Transcribe verbatim the span of lines that opens with the line containing "11l9-7 9 7M6" and closes with the last line of the data below.

▶ Stored data:
==*==

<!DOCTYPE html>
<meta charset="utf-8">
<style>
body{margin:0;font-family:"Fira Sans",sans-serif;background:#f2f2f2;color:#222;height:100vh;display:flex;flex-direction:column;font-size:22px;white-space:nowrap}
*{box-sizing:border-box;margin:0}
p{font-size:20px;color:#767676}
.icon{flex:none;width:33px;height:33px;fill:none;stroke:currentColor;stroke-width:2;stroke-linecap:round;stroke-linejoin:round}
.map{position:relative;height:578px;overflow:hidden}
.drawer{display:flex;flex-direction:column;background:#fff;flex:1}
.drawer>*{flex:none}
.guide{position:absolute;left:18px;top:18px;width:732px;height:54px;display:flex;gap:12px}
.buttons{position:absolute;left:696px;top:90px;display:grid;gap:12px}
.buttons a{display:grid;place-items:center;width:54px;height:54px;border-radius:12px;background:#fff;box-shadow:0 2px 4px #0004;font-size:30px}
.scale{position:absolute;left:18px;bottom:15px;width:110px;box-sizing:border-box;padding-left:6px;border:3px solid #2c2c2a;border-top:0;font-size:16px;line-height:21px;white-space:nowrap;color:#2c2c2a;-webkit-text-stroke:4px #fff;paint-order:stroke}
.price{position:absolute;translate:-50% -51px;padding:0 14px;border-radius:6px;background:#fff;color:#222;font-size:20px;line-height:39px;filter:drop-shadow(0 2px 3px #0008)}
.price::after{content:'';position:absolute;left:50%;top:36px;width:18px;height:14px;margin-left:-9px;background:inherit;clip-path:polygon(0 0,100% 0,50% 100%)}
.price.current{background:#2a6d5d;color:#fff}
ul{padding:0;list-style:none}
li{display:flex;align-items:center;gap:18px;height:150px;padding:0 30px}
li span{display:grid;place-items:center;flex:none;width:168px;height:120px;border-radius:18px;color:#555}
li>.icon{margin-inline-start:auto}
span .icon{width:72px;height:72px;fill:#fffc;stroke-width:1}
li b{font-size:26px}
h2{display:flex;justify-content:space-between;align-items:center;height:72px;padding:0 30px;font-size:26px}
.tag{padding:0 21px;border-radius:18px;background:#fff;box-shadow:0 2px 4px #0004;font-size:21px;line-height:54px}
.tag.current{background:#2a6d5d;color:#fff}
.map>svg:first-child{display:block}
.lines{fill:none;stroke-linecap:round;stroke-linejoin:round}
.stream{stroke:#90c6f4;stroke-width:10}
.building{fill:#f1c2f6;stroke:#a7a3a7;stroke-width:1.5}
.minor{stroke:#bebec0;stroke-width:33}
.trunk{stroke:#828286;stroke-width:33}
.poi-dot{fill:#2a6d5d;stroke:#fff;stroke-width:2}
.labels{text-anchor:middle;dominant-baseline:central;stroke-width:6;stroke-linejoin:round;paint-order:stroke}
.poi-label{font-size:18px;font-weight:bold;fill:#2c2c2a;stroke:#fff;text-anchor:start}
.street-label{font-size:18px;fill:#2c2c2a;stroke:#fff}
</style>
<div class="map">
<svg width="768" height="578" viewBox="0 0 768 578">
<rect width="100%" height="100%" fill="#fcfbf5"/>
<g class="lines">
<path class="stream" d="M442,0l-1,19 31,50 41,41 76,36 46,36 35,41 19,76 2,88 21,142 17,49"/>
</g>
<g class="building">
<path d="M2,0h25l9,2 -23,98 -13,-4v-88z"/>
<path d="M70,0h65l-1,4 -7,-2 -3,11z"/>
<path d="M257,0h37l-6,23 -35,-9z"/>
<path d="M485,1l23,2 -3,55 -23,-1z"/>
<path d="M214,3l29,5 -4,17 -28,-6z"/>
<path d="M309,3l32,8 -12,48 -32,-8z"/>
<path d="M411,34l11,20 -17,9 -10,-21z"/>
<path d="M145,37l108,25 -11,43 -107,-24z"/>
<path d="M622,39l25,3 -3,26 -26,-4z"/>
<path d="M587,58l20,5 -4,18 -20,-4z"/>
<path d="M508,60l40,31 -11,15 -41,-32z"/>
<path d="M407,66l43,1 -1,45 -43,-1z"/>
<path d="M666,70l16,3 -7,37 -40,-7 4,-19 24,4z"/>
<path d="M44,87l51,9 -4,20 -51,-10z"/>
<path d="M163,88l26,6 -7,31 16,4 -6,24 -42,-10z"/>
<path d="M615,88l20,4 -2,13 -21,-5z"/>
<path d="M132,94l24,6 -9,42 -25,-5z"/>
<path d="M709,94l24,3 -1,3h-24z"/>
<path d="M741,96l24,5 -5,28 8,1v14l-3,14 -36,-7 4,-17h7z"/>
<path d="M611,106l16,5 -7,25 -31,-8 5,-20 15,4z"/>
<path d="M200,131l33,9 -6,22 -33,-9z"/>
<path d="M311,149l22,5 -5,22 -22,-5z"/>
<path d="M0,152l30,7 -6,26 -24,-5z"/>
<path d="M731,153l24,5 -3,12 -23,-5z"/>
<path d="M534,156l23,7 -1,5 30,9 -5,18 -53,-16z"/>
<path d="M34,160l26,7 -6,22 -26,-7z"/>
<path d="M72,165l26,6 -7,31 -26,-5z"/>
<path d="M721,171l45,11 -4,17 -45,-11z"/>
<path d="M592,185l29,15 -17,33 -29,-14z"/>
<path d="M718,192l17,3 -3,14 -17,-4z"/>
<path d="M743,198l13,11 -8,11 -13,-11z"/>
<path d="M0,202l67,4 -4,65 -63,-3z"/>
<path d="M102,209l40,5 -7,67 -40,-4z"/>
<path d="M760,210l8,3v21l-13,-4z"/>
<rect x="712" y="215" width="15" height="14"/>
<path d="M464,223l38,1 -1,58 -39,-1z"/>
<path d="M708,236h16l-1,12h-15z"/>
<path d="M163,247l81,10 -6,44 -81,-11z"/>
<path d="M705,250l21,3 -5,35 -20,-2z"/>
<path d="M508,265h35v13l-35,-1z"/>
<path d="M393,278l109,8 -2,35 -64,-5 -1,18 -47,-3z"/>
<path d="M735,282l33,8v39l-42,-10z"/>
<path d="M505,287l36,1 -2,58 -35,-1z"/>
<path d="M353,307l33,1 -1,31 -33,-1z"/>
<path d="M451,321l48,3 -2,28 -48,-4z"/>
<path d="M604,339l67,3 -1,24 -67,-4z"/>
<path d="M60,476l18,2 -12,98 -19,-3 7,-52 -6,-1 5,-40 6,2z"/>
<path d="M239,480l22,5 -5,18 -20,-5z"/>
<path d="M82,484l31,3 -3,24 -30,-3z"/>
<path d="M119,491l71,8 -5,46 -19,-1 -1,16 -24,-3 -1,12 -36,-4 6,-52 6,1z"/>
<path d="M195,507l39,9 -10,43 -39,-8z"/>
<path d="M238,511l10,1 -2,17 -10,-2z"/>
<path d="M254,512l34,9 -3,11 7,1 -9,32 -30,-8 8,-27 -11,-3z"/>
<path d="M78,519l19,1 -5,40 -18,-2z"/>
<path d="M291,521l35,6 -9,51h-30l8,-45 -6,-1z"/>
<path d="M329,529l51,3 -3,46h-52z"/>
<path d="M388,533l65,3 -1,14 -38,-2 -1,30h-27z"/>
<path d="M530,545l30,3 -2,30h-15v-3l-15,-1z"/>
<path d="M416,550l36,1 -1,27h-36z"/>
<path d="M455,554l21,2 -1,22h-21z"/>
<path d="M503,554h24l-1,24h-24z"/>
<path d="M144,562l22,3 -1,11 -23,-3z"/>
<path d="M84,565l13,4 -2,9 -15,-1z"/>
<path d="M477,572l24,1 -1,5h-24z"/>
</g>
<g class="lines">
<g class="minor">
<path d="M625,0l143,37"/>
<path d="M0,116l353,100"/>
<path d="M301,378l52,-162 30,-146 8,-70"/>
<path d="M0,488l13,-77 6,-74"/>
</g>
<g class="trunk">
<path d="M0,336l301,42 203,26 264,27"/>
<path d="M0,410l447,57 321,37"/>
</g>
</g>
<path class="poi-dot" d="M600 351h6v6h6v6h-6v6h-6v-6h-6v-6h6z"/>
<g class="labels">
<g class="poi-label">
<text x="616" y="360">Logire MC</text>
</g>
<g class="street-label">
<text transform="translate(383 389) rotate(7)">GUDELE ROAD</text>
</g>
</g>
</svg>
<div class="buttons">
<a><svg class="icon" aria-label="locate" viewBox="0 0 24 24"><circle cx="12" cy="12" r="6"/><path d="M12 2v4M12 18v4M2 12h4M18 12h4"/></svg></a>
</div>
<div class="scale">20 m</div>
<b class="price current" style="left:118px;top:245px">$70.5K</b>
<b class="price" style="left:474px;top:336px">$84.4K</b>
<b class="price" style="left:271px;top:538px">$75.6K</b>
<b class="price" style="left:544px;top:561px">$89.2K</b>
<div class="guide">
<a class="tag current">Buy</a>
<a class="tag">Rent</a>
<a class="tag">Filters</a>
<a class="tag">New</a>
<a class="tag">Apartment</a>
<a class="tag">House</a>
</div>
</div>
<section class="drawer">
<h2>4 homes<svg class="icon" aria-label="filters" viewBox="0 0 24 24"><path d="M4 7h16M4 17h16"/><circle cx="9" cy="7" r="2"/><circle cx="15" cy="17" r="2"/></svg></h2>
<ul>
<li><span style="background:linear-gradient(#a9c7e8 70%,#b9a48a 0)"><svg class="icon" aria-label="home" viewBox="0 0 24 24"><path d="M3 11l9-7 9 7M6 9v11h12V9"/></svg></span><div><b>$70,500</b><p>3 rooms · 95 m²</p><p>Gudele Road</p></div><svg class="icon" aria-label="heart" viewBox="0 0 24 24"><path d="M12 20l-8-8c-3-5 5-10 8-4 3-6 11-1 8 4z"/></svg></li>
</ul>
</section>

==*==

▶ Result below:
<li><span style="background:linear-gradient(#a9c7e8 70%,#b9a48a 0)"><svg class="icon" aria-label="home" viewBox="0 0 24 24"><path d="M3 11l9-7 9 7M6 9v11h12V9"/></svg></span><div><b>$70,500</b><p>3 rooms · 95 m²</p><p>Gudele Road</p></div><svg class="icon" aria-label="heart" viewBox="0 0 24 24"><path d="M12 20l-8-8c-3-5 5-10 8-4 3-6 11-1 8 4z"/></svg></li>
</ul>
</section>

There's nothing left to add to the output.